He moved to Illinois, where he was the first postmaster of Morrison, Illinois. At the breaking out of the American Civil War, he joined the Union Army and was elected as Lieutenant Colonel of the 75th Illinois Volunteer Infantry Regiment, and in December 1862, was promoted to Colonel and served throughout the war. After the war he served for some time as judge advocate in the regular army, and after Arkansas was reconstructed he was elected Judge of the First Circuit, in 1868. He was appointed to the first Board of Trustees of the Arkansas Industrial University, known now as the University of Arkansas, in 1871 and introduced the motion to name Fayetteville, Arkansas as its location. He was then elected as a justice of the Arkansas Supreme Court in 1871.

On May 2 or 3, 1872, Bennett and fellow judge E. J. Searle were arrested by a mob while traveling on a train through Argenta, Arkansas (a third judge, Marshall L. Stephenson, escaped). The mob claimed to be acting on orders from Governor Elisha Baxter, who disclaimed any knowledge of the matter. The following day, Bennett was able to dispatch a letter to Governor Baxter demanding to be released, and on May 7, an infantry detachment sent to the town secured the release of the two captive judges. Bennett continued on the court until his term expired in 1874, and then moved to Helena, Arkansas, where he engaged in the private practice of law.

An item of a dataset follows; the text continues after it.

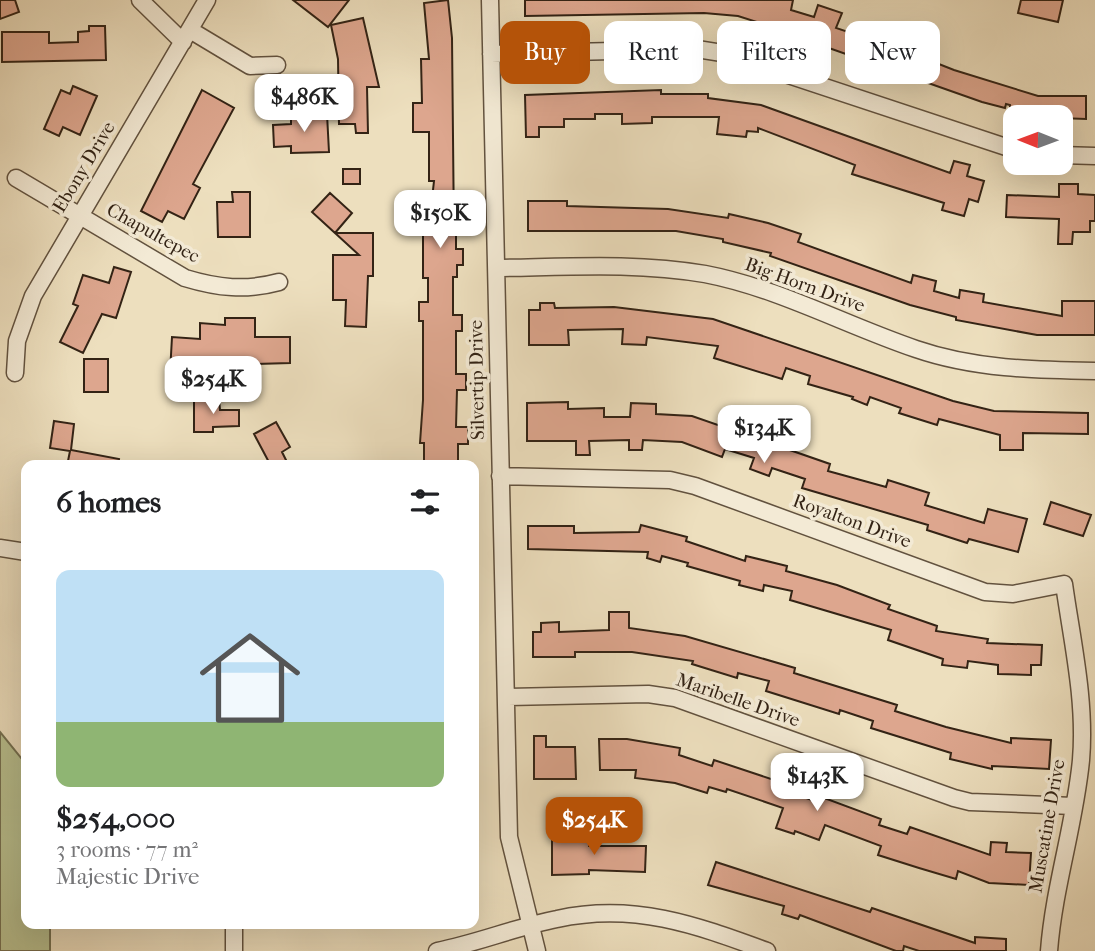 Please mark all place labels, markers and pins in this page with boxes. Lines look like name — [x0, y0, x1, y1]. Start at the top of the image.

In 1883, he moved to the Dakota Territory, locating at Clark, South Dakota and continued to practice of law. Bennett was a Mason, and was a charter member of Olivet Chapter, No. 28 at Clark, and served as its High Priest for three terms. He was elected to the South Dakota Supreme Court in 1889, taking office on October 15, 1889. In 1893 was re-elected, but died two days before his new term would begin.

Bennett died in Pierre, South Dakota, and was interred in Rose Hill Cemetery, in Clark, South Dakota. Competing accounts indicate that Bennett County, South Dakota is either named for Bennett, or for Granville G. Bennett, a prominent South Dakota politician.